Bnai Zion Medical Center, Department of Neonatology and Pediatric Pulmonary Unit, 47 Golomb Street, Haifa, 31048, Israel.
Pediatrics. 2013 Oct;132(4):741-51. doi: 10.1542/peds.2013-1131. Epub 2013 Sep 23.
Late preterm (LP) infants are defined as those born at 34-0/7 to 36-6/7 weeks' gestational age. LP infants were previously referred to as near term infants. The change in terminology resulted from the understanding that these infants are not fully mature and that the last 6 weeks of gestation represent a critical period of growth and development of the fetal brain and lungs, and of other systems. There is accumulating evidence of higher risks for health complications in these infants, including serious morbidity and a threefold higher infant mortality rate compared with term infants. This information is of critical importance because of its scientific merits and practical implications. However, it warrants a critical and balanced review, given the apparent overall uncomplicated outcome for the majority of LP infants. Others reviewed the characteristics of LP infants that predispose them to a higher risk of morbidity at the neonatal period.

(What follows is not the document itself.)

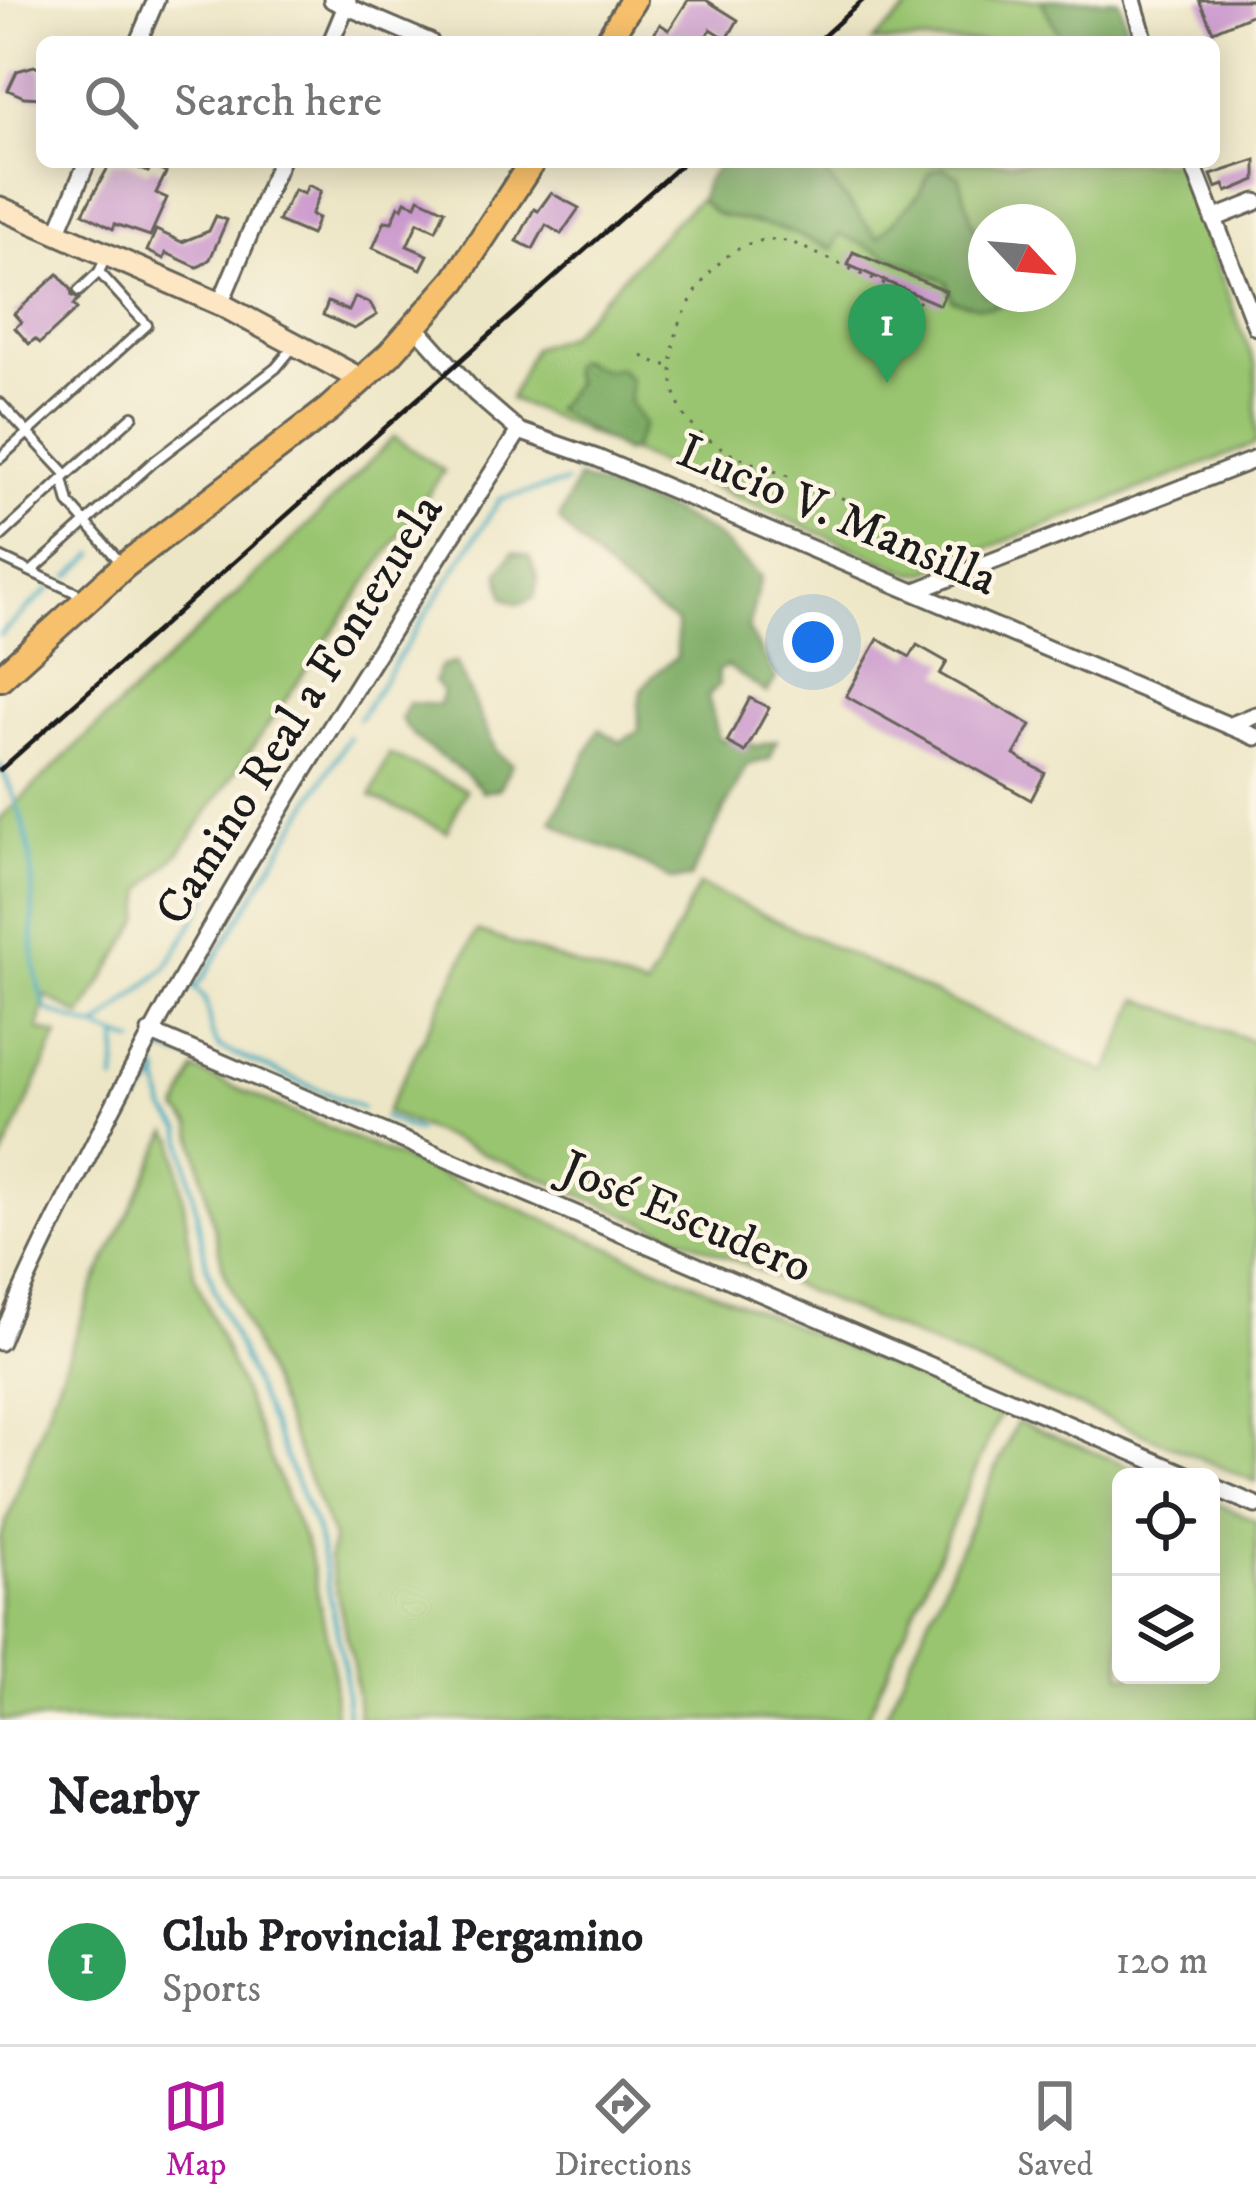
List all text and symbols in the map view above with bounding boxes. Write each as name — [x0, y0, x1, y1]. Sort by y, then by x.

This review focuses on the long-term neurodevelopmental and respiratory outcomes, with the main aim to suggest putative prenatal, neonatal, developmental, and environmental causes for these increased morbidities. It demonstrates parallelism in the trajectories of pulmonary and neurologic development and evolution as a model for fetal and neonatal maturation. These may suggest the critical developmental time period as the common pathway that leads to the outcomes. Disruption in this pathway with potential long-term consequences in both systems may occur if the intrauterine milieu is disturbed. Finally, the review addresses the practical implications on perinatal and neonatal care during infancy and childhood.

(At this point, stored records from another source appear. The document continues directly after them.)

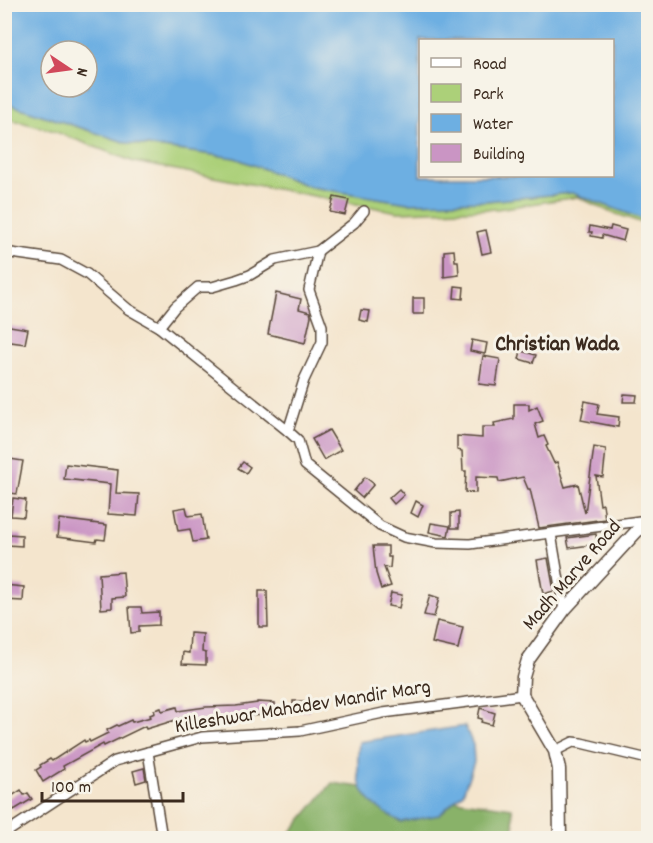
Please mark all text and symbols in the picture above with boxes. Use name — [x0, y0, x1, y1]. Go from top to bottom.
north arrow — [39, 39, 99, 99]
legend — [419, 39, 614, 177]
text: Road — [473, 53, 507, 78]
text: N — [69, 65, 93, 78]
text: Park — [473, 83, 504, 108]
text: Water — [473, 113, 513, 138]
text: Building — [473, 143, 525, 168]
district label: Christian Wada — [495, 330, 620, 361]
street label: Madh Marve Road — [516, 514, 630, 638]
street label: Killeshwar Mahadev Mandir Marg — [173, 673, 433, 743]
scale bar — [42, 765, 183, 803]
text: 100 m — [51, 776, 91, 801]

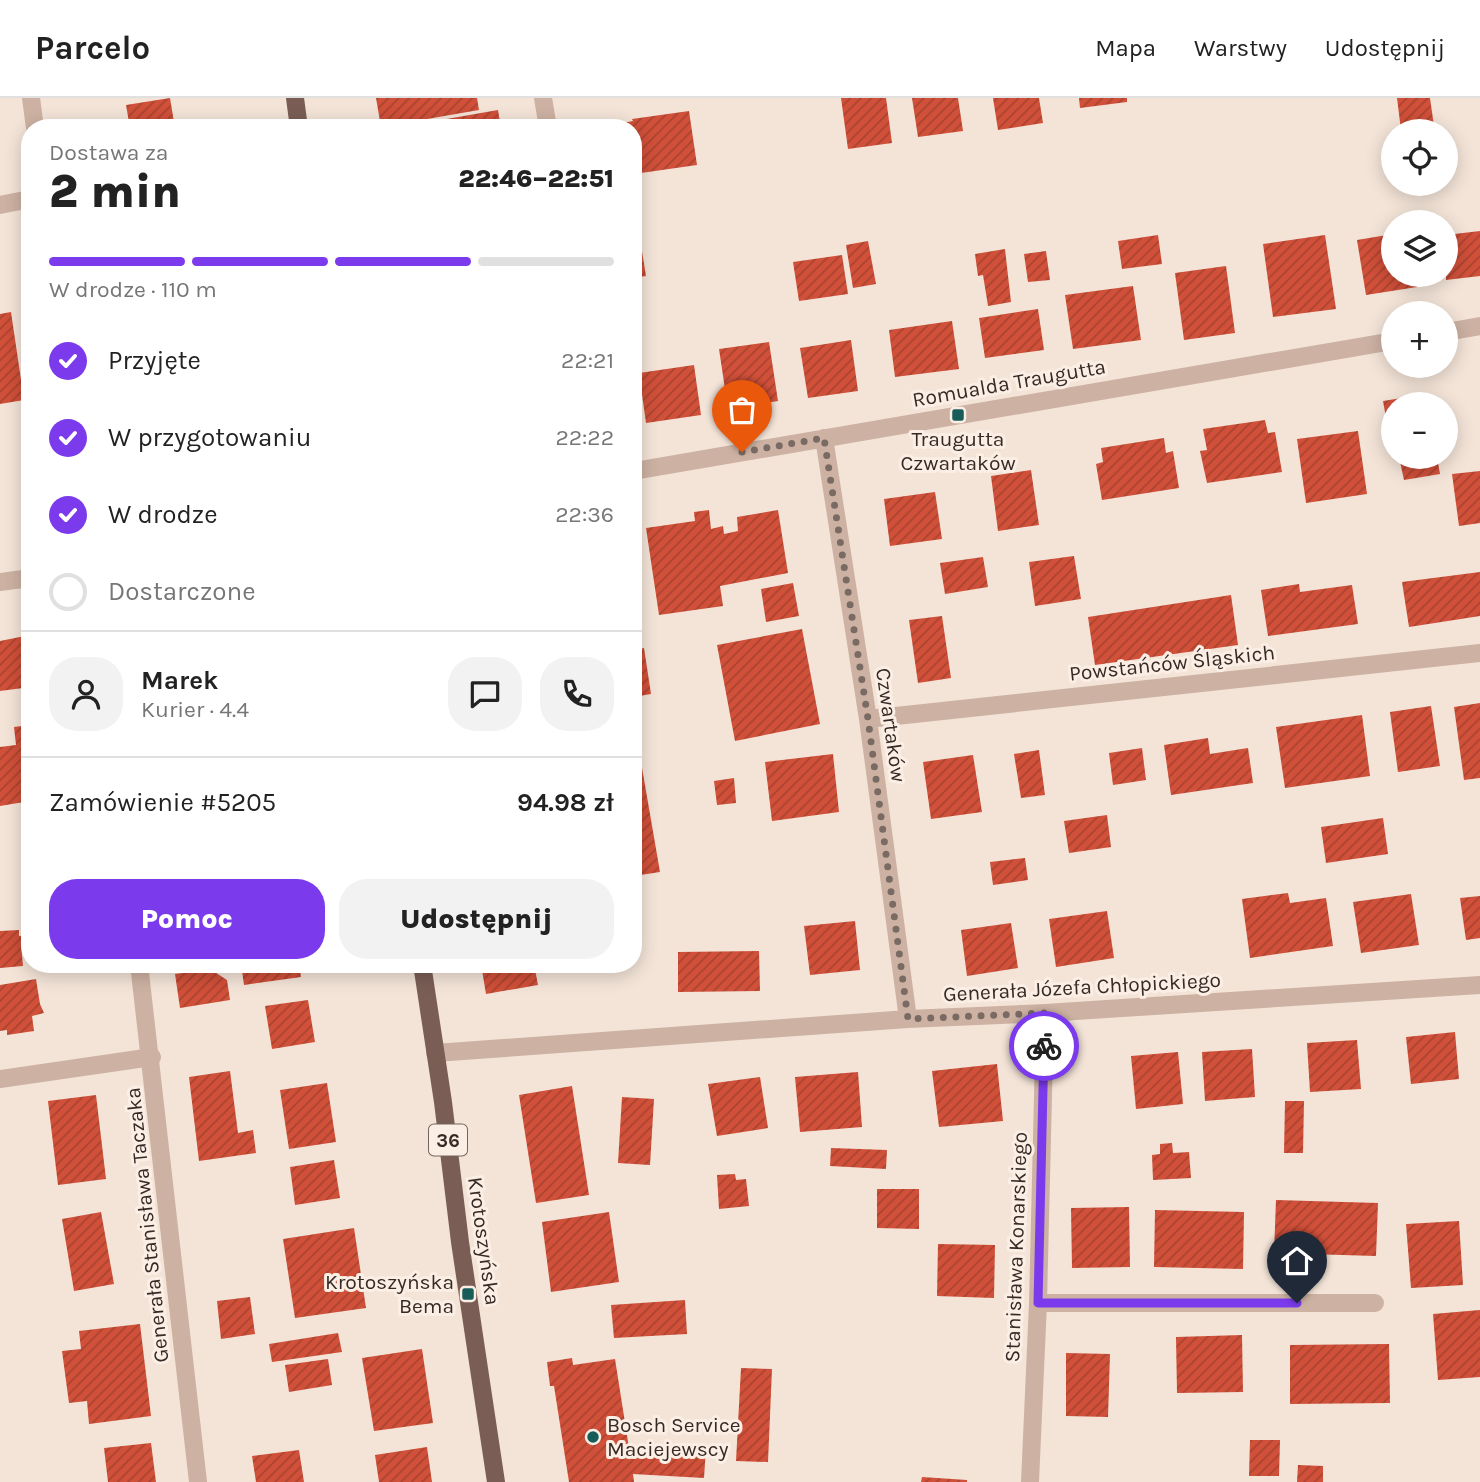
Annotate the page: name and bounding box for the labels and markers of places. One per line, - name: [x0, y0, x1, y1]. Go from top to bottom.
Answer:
- pin: [712, 380, 772, 452]
- marker: Traugutta Czwartaków: [950, 407, 966, 423]
- place label: Traugutta Czwartaków: [900, 427, 1016, 475]
- pin: [1267, 1231, 1327, 1303]
- place label: Krotoszyńska Bema: [325, 1270, 454, 1318]
- marker: Krotoszyńska Bema: [460, 1286, 476, 1302]
- place label: Bosch Service Maciejewscy: [607, 1413, 741, 1461]
- marker: Bosch Service Maciejewscy: [585, 1429, 601, 1445]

晚期早产儿(LP)定义为出生胎龄 34 周至 36 足 6 天的婴儿。LP 婴儿以前被称为近足月婴儿。术语的改变源于这样一种认识,即这些婴儿尚未完全成熟,妊娠最后 6 周是胎儿大脑和肺部以及其他系统生长和发育的关键时期。越来越多的证据表明,这些婴儿存在更高的健康并发症风险,包括严重的发病率,以及与足月儿相比高出三倍的婴儿死亡率。这一信息至关重要,因为它具有科学价值和实际意义。然而,鉴于大多数 LP 婴儿的整体看似无并发症的结果,这一信息需要进行批判性和平衡的审查。其他人回顾了 LP 婴儿的特征,这些特征使他们在新生儿期更容易出现发病率增高的风险。本综述重点关注长期神经发育和呼吸结局,并主要旨在提出这些增加的发病率的潜在产前、新生儿、发育和环境原因。它展示了肺和神经发育的轨迹是平行的,这为胎儿和新生儿的成熟提供了一个模型。这可能表明,导致这些结果的共同途径是关键的发育时期。如果宫内环境受到干扰,这一途径可能会受到破坏,并可能对两个系统产生长期的潜在后果。最后,该综述探讨了围产期和新生儿期在婴儿期和儿童期的护理的实际意义。